Required action
Repeat only the lines below from the one containing "Annotation task. Describe" through the one containing "of the street", inclusive, exactly as written.
(Data provided)
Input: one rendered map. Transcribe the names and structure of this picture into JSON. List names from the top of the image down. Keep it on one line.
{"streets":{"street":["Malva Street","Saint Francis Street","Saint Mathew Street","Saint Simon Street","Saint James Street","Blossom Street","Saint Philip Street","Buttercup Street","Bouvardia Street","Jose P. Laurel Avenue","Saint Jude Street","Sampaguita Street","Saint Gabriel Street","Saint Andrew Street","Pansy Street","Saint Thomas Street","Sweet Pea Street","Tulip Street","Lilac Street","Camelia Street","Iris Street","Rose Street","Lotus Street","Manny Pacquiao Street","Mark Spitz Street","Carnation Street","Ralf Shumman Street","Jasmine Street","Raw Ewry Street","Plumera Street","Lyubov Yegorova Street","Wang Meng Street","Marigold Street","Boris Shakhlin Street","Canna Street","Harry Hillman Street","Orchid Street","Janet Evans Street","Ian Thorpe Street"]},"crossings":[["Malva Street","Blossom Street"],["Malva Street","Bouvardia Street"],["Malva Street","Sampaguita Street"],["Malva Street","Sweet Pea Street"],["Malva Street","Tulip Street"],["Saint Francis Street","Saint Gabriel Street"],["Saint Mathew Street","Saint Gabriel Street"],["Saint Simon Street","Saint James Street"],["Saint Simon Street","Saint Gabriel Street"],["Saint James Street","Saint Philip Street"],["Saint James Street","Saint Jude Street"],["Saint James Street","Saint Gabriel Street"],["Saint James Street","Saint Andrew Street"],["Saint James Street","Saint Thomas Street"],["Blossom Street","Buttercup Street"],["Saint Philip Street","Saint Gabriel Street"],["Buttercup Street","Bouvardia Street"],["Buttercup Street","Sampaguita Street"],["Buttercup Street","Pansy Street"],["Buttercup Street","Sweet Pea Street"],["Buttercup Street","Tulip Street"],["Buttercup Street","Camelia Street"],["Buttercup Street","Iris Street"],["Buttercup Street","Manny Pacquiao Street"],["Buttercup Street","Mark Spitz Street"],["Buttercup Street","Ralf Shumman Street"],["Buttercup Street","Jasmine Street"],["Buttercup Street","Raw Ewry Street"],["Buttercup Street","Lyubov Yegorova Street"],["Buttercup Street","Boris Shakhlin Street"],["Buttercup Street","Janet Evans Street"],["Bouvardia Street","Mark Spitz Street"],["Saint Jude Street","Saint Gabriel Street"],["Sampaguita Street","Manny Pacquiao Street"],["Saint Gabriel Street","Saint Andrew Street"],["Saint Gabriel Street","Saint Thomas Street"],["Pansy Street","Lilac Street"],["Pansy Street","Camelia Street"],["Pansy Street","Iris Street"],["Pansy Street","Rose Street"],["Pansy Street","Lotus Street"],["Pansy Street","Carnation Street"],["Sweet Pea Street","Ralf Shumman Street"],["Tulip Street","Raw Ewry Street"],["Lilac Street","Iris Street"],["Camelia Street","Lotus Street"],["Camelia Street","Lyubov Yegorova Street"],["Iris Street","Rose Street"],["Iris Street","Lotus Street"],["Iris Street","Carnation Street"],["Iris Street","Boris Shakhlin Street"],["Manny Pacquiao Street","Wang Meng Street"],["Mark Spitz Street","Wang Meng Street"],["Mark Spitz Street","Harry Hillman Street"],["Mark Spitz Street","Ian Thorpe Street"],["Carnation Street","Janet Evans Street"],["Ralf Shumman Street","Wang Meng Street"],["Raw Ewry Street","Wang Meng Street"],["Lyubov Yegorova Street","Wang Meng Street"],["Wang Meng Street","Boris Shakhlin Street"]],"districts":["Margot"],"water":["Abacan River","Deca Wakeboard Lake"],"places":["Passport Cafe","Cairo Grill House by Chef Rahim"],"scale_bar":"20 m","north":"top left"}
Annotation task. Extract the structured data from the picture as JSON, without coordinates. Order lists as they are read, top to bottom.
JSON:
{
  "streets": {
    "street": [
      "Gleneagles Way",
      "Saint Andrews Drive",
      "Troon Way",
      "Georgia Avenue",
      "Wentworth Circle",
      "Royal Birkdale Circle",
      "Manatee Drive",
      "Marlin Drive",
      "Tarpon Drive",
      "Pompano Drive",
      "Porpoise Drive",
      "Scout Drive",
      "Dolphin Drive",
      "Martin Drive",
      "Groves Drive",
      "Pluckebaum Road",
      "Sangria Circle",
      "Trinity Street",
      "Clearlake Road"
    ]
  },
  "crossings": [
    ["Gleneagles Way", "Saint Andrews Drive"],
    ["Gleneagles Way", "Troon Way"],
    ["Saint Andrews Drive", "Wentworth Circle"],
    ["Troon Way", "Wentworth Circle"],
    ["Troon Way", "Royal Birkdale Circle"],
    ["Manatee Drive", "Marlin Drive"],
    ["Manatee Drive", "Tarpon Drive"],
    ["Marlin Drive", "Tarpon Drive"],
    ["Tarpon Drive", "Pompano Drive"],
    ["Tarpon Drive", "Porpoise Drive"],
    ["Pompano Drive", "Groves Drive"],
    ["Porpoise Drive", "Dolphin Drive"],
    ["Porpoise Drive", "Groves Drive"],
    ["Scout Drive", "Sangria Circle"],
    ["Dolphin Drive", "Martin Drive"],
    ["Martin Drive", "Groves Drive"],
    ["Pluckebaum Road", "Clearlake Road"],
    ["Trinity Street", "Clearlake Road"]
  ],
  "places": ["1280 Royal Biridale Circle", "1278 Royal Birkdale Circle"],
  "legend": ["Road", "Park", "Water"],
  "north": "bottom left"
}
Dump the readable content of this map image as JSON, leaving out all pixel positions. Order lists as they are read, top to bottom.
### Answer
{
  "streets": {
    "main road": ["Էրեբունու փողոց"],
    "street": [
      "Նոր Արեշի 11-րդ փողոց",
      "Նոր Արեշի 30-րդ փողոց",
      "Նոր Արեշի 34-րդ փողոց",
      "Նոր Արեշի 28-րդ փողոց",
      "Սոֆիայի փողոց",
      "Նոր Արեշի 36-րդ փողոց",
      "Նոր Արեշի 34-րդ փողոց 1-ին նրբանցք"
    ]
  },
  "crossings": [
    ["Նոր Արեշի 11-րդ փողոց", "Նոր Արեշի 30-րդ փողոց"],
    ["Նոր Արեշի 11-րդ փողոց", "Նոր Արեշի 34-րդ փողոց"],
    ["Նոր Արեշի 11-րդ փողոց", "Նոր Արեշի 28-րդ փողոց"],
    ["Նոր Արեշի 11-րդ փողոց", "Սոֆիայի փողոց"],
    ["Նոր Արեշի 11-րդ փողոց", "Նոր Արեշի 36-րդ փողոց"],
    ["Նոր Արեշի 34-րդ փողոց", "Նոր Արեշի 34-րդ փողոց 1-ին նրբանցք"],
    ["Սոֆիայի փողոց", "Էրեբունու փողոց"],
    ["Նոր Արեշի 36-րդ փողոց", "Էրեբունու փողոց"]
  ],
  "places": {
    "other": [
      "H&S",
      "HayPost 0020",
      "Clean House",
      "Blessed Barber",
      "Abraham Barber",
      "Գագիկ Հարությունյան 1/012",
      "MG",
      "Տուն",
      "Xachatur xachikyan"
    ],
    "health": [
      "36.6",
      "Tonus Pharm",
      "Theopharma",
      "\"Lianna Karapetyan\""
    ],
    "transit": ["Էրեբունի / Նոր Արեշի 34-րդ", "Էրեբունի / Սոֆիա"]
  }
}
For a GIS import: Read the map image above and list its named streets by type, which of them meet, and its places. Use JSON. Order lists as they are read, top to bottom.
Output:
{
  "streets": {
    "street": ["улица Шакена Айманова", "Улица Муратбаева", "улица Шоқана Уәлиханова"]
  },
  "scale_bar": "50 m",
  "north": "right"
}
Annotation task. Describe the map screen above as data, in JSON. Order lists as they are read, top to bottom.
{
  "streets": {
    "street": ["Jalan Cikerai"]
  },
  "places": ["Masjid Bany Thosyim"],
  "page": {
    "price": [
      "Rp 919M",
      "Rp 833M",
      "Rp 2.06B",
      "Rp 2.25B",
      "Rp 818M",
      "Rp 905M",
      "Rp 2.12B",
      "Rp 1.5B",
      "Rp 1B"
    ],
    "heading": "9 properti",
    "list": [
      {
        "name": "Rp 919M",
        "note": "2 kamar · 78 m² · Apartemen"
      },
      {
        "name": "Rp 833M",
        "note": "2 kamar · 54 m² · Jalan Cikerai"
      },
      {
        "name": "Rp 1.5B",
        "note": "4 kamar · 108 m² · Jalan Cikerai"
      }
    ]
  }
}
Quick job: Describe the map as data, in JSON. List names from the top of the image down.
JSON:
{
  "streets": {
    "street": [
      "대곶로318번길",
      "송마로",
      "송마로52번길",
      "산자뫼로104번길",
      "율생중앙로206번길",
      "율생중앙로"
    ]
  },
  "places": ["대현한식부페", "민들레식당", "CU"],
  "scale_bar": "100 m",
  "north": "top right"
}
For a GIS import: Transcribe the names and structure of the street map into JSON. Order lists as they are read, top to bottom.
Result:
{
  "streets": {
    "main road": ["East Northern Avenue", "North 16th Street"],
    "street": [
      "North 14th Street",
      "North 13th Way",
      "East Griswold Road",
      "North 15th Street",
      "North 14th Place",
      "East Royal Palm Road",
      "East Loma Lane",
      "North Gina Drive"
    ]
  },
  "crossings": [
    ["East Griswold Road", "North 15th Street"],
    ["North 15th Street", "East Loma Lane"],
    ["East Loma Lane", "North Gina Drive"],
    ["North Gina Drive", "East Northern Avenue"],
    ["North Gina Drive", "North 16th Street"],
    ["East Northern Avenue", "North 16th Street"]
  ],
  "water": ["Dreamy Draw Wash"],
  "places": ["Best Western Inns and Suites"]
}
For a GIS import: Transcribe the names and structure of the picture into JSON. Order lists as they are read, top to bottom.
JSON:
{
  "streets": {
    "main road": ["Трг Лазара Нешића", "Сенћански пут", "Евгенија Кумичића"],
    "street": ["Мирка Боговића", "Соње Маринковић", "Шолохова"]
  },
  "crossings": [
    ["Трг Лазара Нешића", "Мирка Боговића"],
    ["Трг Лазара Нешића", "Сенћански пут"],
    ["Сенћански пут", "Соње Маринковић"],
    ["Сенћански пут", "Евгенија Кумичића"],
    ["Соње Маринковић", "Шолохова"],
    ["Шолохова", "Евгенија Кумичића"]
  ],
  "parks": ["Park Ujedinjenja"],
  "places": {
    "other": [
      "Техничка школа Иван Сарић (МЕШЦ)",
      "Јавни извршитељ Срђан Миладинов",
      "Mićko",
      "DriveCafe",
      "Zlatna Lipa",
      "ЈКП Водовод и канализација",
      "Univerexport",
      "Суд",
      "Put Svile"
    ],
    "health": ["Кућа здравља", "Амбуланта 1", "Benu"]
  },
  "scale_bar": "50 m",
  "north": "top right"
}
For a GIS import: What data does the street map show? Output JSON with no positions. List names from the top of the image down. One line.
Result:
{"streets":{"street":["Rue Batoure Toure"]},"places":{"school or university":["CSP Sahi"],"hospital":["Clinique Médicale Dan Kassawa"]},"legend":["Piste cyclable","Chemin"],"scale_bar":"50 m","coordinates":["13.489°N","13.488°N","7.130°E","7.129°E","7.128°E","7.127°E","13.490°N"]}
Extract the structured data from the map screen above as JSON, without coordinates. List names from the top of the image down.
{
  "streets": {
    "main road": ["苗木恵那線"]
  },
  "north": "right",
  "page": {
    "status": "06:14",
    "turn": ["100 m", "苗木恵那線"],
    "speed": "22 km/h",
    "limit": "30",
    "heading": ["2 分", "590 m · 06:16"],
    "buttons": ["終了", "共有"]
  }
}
(End Data provided)
Solution to the problem
Annotation task. Describe the map screen above as data, in JSON. Order lists as they are read, top to bottom.
{
  "streets": {
    "street": ["Jalan Cikerai"]
  },
  "places": ["Masjid Bany Thosyim"],
  "page": {
    "price": [
      "Rp 919M",
      "Rp 833M",
      "Rp 2.06B",
      "Rp 2.25B",
      "Rp 818M",
      "Rp 905M",
      "Rp 2.12B",
      "Rp 1.5B",
      "Rp 1B"
    ],
    "heading": "9 properti",
    "list": [
      {
        "name": "Rp 919M",
        "note": "2 kamar · 78 m² · Apartemen"
      },
      {
        "name": "Rp 833M",
        "note": "2 kamar · 54 m² · Jalan Cikerai"
      },
      {
        "name": "Rp 1.5B",
        "note": "4 kamar · 108 m² · Jalan Cikerai"
      }
    ]
  }
}
Quick job: Describe the map as data, in JSON. List names from the top of the image down.
JSON:
{
  "streets": {
    "street": [
      "대곶로318번길",
      "송마로",
      "송마로52번길",
      "산자뫼로104번길",
      "율생중앙로206번길",
      "율생중앙로"
    ]
  },
  "places": ["대현한식부페", "민들레식당", "CU"],
  "scale_bar": "100 m",
  "north": "top right"
}
For a GIS import: Transcribe the names and structure of the street map into JSON. Order lists as they are read, top to bottom.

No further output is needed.